Au moment où on commence à sortir, très lentement, du confinement, il ne faudrait pas oublier les raisons qui ont conduit à cette décision inédite. Car il ne s’agissait pas d’arrêter l’épidémie, ce qui, en l’absence d’immunité collective, nécessitera médicaments et surtout vaccins, mais seulement de la ralentir pour éviter que le nombre de malades en détresse ne dépasse la capacité d’accueil en réanimation des hôpitaux. Une décision motivée donc par l’état du système de santé, et non par la lutte contre le virus.
La crise du Covid a de fait été aussi un puissant révélateur des faiblesses de notre système de santé, pour ne pas dire de l’échec des politiques de santé qui ont été conduites, pour certaines d’entre elles, et au-delà des alternances politiques, depuis plus de vingt-cinq ans.
D’abord, il y a cette ténébreuse affaire des masques, en stock insuffisant au début de la crise, alors qu’ils étaient dix fois plus nombreux il y a dix ans. À tel point que, pour dissimuler la pénurie, on a adapté les consignes aux moyens disponibles et non aux risques à couvrir. Comme d’habitude, en tout cas depuis l’affaire du sang contaminé, on va chercher non seulement des responsables, mais surtout des coupables. Au risque, avec les procédures pénales, de passer à côté de l’essentiel, à côté des causes de ce qui, après tant d’autres, va devenir un nouveau scandale sanitaire : celui d’un circuit de décision publique qui conduit à ce que le sociologue Christian Morel identifie sous le terme de « décisions absurdes* ». Michel Lucas, le chef de l’Igas de l’époque, avait, dans son rapport sur l’affaire du sang contaminé, parlé de « responsabilité collective », s’attirant les foudres de tous ceux qui y avaient vu un stratagème pour protéger ceux qu’ils considéraient comme les coupables.
Il y a aussi cette lancinante crise hospitalière à propos de laquelle on va à nouveau opposer une thèse simpliste à une autre : l’insuffisance du budget des hôpitaux face à la nécessité de maîtriser la dépense de santé. Car le problème est moins la diminution du nombre de lits des hôpitaux, conséquence quasi mécanique de la diminution de la durée moyenne de séjour – pour l’essentiel une bonne chose –, que le nombre insuffisant de lits de réanimation, qui fait que l’hôpital n’a pu jouer sa fonction d’assurance face à un risque inhabituel. À tel point qu’il a fallu, dans l’urgence, convertir des lits ordinaires en lits de réanimation. Sur ce sujet comme sur d’autres, la comparaison avec l’Allemagne est douloureuse, avec vingt mille lits de réanimation outre-Rhin, qui ont été multipliés par deux en quelques semaines, contre moins de six mille chez nous au début de la crise, pour une population qui est à peine de 20 % inférieure à celle de nos voisins. Sur beaucoup de sujets, l’efficacité de l’Allemagne, qui ne consacre pourtant pas plus d’argent que nous à sa santé, du moins en pourcentage de son PIB, laisse rêveur.
Il y a aussi le fossé qui, non seulement n’a pas été comblé, mais s’est accru, entre les différents segments de ce système. Les cas exceptionnels de coopération entre public et privé dans le domaine hospitalier, qu’on a monté en exemple, ne doivent pas cacher ce que la crise a révélé de la coupure profonde entre les hôpitaux et les Ehpad, dont le sous-équipement médical est patent.
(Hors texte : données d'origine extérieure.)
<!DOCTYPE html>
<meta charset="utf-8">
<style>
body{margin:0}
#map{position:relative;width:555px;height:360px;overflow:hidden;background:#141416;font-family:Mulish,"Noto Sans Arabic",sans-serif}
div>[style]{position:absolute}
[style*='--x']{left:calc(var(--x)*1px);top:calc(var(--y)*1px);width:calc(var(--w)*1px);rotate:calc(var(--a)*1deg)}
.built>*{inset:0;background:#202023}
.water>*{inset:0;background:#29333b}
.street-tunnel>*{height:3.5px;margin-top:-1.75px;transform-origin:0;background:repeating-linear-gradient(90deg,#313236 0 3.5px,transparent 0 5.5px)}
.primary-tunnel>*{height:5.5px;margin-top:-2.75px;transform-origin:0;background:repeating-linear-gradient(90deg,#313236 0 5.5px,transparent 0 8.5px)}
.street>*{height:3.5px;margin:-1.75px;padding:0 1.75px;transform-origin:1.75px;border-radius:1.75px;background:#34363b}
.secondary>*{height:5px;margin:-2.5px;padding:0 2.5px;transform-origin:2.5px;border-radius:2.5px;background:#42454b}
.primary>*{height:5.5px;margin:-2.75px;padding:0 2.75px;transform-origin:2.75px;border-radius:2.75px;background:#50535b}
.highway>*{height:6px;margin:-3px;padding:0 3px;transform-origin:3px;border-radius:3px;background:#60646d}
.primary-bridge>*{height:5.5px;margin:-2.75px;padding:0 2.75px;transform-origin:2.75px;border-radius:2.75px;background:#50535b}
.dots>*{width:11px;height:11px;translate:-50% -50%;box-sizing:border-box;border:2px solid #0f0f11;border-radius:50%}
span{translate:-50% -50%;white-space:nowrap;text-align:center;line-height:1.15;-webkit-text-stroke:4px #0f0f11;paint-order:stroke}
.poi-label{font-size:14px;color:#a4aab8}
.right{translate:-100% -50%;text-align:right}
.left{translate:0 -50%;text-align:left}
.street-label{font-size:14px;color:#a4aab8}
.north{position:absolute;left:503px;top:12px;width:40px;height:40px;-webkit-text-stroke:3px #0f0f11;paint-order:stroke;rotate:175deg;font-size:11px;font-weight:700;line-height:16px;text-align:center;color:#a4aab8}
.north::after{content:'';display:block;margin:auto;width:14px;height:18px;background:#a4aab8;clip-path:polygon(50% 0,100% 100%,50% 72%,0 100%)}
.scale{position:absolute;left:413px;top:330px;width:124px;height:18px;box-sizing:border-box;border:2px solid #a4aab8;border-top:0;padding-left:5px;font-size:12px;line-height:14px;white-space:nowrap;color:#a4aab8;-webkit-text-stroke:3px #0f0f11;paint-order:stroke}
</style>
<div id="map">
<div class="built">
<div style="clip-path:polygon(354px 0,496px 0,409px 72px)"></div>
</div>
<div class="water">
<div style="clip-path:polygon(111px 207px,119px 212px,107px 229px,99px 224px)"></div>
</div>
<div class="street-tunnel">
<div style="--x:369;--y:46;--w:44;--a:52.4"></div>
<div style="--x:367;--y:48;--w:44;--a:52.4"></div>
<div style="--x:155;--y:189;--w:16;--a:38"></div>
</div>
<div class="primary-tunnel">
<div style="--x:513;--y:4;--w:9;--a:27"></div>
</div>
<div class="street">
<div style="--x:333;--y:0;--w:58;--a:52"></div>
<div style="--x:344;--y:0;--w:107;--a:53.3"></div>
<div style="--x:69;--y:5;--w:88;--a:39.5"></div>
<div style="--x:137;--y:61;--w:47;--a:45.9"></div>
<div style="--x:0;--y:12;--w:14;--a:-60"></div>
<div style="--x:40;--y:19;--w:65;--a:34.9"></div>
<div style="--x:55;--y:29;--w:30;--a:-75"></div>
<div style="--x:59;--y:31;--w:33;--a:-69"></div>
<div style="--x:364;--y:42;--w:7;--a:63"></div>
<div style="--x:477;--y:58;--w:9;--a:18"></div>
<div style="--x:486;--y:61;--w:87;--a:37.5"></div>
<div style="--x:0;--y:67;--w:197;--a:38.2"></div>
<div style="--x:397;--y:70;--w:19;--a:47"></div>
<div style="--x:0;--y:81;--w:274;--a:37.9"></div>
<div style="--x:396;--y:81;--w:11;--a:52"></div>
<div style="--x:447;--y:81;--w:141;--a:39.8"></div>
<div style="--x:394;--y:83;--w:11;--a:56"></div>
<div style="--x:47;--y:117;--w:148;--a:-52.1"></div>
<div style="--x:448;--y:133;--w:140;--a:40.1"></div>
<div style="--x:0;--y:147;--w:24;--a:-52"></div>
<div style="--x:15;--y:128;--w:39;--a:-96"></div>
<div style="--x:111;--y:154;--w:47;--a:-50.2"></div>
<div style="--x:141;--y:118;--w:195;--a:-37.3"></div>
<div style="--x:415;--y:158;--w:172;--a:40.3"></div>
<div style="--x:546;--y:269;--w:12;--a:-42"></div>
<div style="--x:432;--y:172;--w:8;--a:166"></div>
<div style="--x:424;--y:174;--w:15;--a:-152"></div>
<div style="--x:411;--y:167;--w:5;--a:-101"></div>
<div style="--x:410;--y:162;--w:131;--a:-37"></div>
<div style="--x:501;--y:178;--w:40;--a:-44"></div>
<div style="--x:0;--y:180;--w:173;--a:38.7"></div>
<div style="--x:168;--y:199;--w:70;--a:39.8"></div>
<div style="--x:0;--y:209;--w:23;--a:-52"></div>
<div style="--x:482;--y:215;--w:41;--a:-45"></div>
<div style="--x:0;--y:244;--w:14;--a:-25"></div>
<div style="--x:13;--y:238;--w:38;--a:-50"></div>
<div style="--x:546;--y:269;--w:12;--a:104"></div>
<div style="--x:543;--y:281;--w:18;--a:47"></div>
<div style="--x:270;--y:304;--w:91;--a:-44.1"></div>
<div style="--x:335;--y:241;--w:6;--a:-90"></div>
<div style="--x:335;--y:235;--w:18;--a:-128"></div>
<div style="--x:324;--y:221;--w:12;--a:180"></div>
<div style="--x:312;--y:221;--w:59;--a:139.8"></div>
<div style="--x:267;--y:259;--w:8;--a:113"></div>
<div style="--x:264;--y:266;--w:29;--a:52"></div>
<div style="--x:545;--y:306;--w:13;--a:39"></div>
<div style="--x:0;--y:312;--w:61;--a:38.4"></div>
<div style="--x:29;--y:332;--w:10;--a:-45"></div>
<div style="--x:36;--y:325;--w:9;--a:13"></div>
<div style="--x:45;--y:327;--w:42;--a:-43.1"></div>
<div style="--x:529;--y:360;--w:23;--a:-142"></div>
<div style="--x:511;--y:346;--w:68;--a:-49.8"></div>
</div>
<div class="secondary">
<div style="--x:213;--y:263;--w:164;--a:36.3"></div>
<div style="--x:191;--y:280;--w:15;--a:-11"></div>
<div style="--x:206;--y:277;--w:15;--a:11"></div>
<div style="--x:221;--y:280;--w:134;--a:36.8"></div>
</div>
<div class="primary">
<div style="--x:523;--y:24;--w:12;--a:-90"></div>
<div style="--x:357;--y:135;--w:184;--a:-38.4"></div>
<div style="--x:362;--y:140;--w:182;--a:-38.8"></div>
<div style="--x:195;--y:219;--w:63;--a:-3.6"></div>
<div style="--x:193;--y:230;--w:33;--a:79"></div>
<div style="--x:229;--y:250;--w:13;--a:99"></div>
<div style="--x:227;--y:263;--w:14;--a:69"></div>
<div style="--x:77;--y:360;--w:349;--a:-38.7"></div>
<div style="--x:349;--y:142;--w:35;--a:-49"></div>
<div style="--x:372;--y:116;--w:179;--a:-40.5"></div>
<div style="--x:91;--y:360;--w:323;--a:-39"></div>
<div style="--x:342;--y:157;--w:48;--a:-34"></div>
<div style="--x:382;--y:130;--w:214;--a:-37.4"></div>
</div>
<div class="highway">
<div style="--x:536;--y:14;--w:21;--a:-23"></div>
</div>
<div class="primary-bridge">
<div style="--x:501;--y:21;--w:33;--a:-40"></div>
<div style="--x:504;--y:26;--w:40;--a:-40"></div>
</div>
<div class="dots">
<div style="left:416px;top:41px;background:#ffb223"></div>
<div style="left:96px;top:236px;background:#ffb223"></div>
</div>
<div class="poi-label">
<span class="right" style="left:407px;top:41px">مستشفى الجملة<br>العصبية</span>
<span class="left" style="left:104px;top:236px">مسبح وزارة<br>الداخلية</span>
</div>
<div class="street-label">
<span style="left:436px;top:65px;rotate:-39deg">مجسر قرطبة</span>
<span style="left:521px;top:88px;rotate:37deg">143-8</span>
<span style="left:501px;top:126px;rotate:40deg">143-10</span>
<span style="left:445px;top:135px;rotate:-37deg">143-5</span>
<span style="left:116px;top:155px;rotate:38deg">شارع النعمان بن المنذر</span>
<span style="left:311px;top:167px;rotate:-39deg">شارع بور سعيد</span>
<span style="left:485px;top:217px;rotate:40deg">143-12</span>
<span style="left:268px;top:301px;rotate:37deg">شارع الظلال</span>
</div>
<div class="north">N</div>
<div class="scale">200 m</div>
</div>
À tel point qu’il a fallu attendre près de trois semaines pour que l’on commence à dénombrer les quelque dix mille victimes du Covid dans ces établissements où ont lieu aujourd’hui un quart des décès en France – cent cinquante-trois mille morts en Ehpad chaque année. Quant à ceux qui sont restés malades chez eux, ou même qui y sont morts, et qui ont été pris en charge par la médecine ambulatoire, ils sont dans l’ombre des systèmes statistiques. Mais la sous-estimation tant du nombre de malades que du nombre de victimes n’est que la traduction du fait que nous n’avons pas encore pris ce fameux « virage ambulatoire » que les ministres de la Santé successifs ont appelé de leurs vœux.
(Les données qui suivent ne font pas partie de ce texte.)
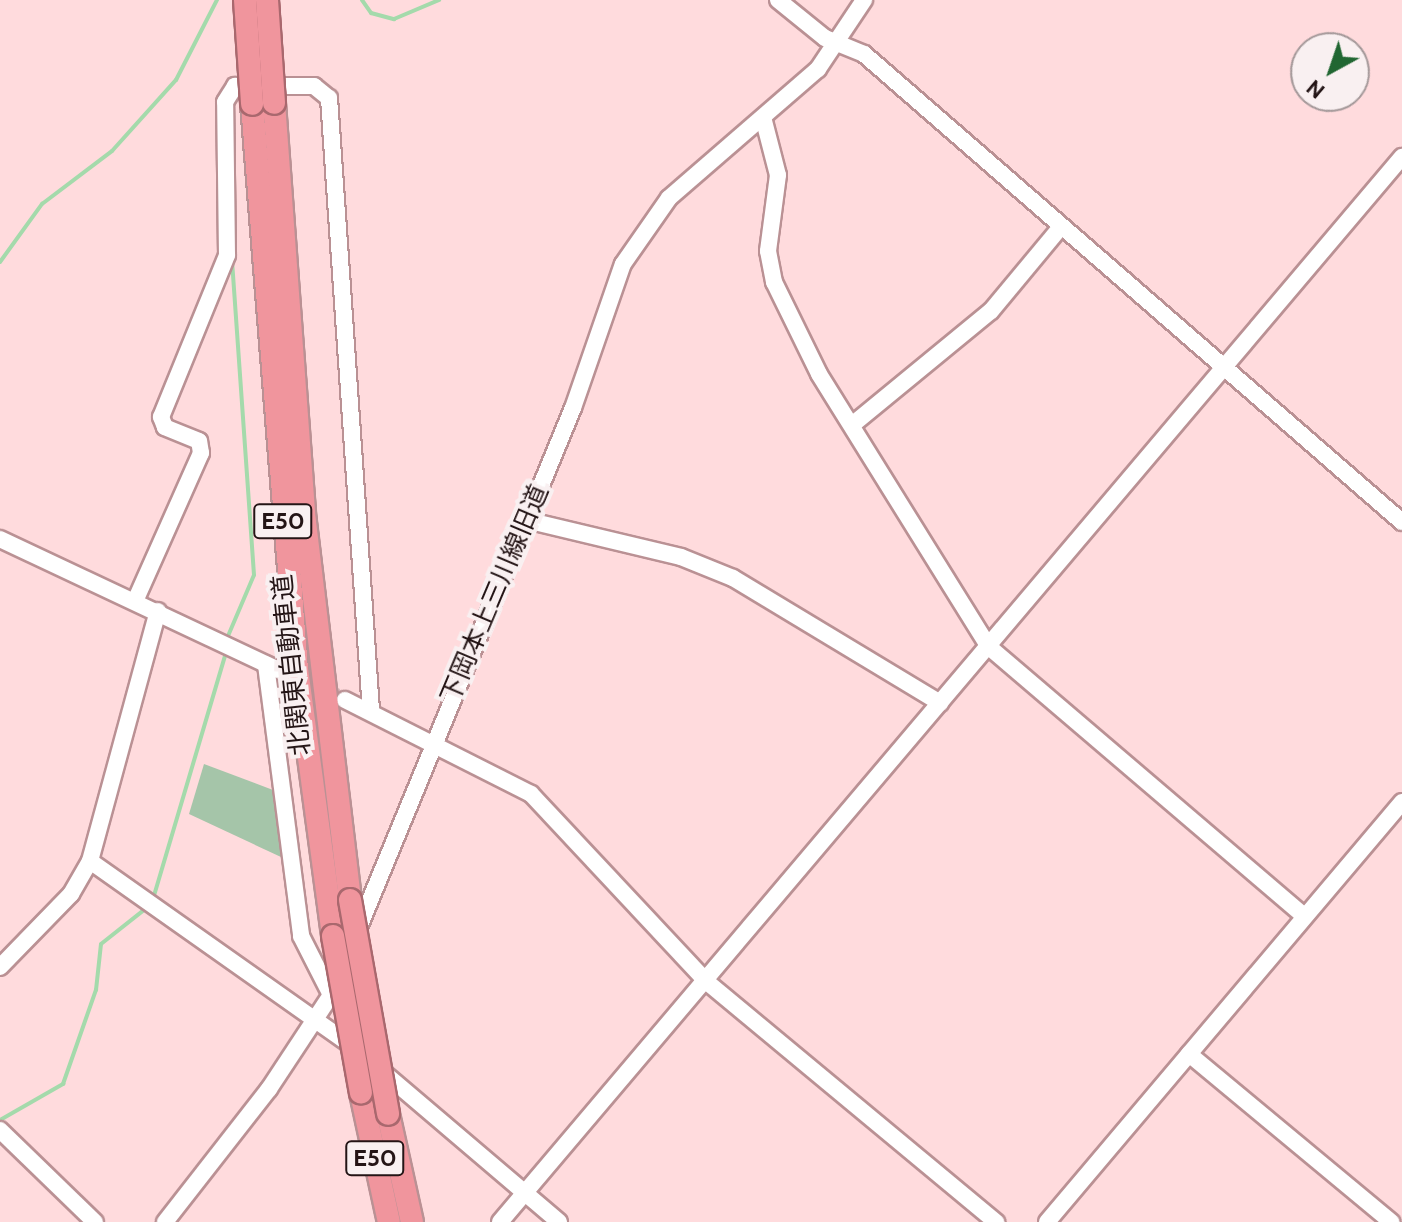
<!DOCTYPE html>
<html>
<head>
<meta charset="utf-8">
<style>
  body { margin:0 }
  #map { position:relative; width:1402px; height:1222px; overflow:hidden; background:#ffdbdd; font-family:Cabin,"Noto Sans JP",sans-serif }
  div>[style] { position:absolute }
  .green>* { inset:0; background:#a5c5a9 }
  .stream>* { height:4px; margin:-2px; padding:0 2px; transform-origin:2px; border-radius:2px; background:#a4daab }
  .minor-tunnel>* { height:16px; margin-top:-8px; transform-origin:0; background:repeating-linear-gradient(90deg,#debdbf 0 16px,transparent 0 24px) }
  .roads { filter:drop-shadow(2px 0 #ba9194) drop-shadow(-2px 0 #ba9194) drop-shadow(0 2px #ba9194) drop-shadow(0 -2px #ba9194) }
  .minor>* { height:16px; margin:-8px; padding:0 8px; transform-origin:8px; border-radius:8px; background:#fff }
  .highway>* { height:22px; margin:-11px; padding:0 11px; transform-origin:11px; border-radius:11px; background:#f0959d }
  .bridges { filter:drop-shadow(2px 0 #a9686e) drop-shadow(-2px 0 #a9686e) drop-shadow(0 2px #a9686e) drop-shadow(0 -2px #a9686e) }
  .highway-bridge>* { height:22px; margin:-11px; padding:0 11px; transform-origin:11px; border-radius:11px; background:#f0959d }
  span { translate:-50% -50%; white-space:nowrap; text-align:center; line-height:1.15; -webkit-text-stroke:8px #f9f0f1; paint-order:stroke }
  .shield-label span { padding:2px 6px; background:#f9f0f1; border:2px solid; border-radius:6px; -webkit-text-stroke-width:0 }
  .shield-label { font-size:24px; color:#241516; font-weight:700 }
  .street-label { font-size:26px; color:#241516 }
  .north { position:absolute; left:1290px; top:32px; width:80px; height:80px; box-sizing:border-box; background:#f9f0f1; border:2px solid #a49899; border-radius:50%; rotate:220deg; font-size:22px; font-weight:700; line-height:32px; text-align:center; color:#241516 }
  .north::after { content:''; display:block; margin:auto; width:28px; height:36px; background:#216632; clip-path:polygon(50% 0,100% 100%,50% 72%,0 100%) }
</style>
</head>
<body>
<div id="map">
  <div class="green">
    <i style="clip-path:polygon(204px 764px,273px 790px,281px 857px,189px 814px)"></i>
  </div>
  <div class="stream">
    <i style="left:362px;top:0;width:16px;rotate:55deg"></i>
    <i style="left:371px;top:13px;width:24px;rotate:15deg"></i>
    <i style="left:394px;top:19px;width:49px;rotate:-22.9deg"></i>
    <i style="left:0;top:262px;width:72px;rotate:-54.1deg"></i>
    <i style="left:42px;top:204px;width:88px;rotate:-37.1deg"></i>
    <i style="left:112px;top:151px;width:96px;rotate:-48deg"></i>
    <i style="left:176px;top:80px;width:90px;rotate:-62.9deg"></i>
    <i style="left:228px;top:636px;width:66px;rotate:-66.9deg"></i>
    <i style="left:254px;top:575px;width:315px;rotate:-94deg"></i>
    <i style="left:153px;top:899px;width:253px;rotate:-73.5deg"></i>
    <i style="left:0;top:1120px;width:73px;rotate:-29.7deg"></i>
    <i style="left:63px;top:1084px;width:100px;rotate:-70.7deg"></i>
    <i style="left:96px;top:990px;width:46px;rotate:-83.8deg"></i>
    <i style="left:101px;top:944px;width:61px;rotate:-38.4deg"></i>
  </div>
  <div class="minor-tunnel">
    <i style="left:279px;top:670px;width:72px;rotate:24.4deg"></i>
  </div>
  <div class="roads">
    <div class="minor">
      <i style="left:778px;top:0;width:60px;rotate:39deg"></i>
      <i style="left:825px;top:38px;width:42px;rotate:22.3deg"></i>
      <i style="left:864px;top:54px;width:713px;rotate:41.02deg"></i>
      <i style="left:764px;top:121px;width:56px;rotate:75.5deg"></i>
      <i style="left:778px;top:175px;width:77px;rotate:97.5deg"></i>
      <i style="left:768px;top:251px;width:32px;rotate:79deg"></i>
      <i style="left:774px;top:282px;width:102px;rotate:63.9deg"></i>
      <i style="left:819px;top:374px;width:320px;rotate:58.1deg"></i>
      <i style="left:988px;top:646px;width:416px;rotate:40.5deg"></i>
      <i style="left:852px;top:425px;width:180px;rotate:-39.4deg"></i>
      <i style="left:991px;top:311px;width:108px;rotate:-50.3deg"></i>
      <i style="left:526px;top:520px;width:159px;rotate:13.4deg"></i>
      <i style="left:681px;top:557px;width:56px;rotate:22deg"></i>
      <i style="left:733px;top:578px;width:242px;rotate:31.1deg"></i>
      <i style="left:0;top:539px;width:308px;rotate:25.2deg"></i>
      <i style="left:136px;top:599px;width:160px;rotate:-66deg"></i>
      <i style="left:201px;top:453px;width:12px;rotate:-99deg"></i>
      <i style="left:199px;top:441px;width:37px;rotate:-158deg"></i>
      <i style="left:165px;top:427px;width:11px;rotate:-112deg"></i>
      <i style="left:161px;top:417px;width:175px;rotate:-67.8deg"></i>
      <i style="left:227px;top:255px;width:153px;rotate:-90.7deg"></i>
      <i style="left:225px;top:102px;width:19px;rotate:-58deg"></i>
      <i style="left:235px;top:86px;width:79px"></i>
      <i style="left:314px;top:86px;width:19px;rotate:39deg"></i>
      <i style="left:329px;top:98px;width:614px;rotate:86.08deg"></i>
      <i style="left:266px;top:665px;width:273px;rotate:82.6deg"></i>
      <i style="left:301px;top:936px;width:66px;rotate:63deg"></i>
      <i style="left:345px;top:700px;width:208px;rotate:26.8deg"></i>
      <i style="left:531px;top:794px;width:258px;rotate:46.9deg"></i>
      <i style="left:707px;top:982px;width:376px;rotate:39.7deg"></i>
      <i style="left:90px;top:861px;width:323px;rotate:35.2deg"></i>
      <i style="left:0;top:967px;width:102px;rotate:-45.8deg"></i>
      <i style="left:71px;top:894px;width:38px;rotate:-60deg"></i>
      <i style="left:90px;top:861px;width:259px;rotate:-74.8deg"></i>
      <i style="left:1189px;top:1054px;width:263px;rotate:39.7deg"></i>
      <i style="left:377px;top:1067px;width:239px;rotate:40.4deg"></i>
      <i style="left:0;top:1130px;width:132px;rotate:44.1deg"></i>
      <i style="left:165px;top:1222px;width:169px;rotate:-52deg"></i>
      <i style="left:269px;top:1089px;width:113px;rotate:-56.6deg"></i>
      <i style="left:331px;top:995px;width:635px;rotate:-67.6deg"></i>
      <i style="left:573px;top:408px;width:152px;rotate:-70.9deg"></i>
      <i style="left:623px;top:264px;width:80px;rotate:-55.1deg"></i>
      <i style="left:669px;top:198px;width:197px;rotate:-40.9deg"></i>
      <i style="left:818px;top:69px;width:83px;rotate:-56.3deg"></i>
      <i style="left:500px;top:1222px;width:1396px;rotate:-49.74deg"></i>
      <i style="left:1047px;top:1222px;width:550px;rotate:-49.79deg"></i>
    </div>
    <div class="highway">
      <i style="left:274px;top:103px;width:420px;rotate:85.8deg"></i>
      <i style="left:305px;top:522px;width:381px;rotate:83.2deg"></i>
      <i style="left:252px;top:104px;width:567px;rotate:85.45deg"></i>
      <i style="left:297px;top:669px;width:269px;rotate:82.3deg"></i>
      <i style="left:361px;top:1093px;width:132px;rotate:77.8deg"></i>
      <i style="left:388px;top:1114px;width:111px;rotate:77.5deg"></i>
    </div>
  </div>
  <div class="bridges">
    <div class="highway-bridge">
      <i style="left:245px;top:0;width:104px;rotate:86.1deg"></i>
      <i style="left:267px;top:0;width:103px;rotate:86.1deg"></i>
      <i style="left:350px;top:900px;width:217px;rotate:79.9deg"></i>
      <i style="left:333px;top:936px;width:159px;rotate:79.9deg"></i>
    </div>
  </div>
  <div class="shield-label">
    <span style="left:283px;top:521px">E50</span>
    <span style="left:375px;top:1158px">E50</span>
  </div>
  <div class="street-label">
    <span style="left:495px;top:594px;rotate:-67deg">下岡本上三川線旧道</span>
    <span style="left:292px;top:665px;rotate:-96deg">北関東自動車道</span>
  </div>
  <div class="north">N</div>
</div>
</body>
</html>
Certes, des progrès ont été faits pendant cette crise, en particulier en matière de télémédecine ; mais les exemples sont légion de ce qu’elle a révélé de failles dans notre système de santé : de l’évaluation des médicaments à la mise au point de tests de dépistage à grande échelle, de la dégradation de nos systèmes de veille sanitaire à l’absence totale d’éducation à la santé. Puisque « rien ne sera comme avant », puisse le débat sur les politiques de santé sortir lui aussi du confinement.
Daniel Lenoir (http://www.daniel-lenoir.fr)
* Christian Morel, Les Décisions absurdes, tomes I, II et III, Gallimard.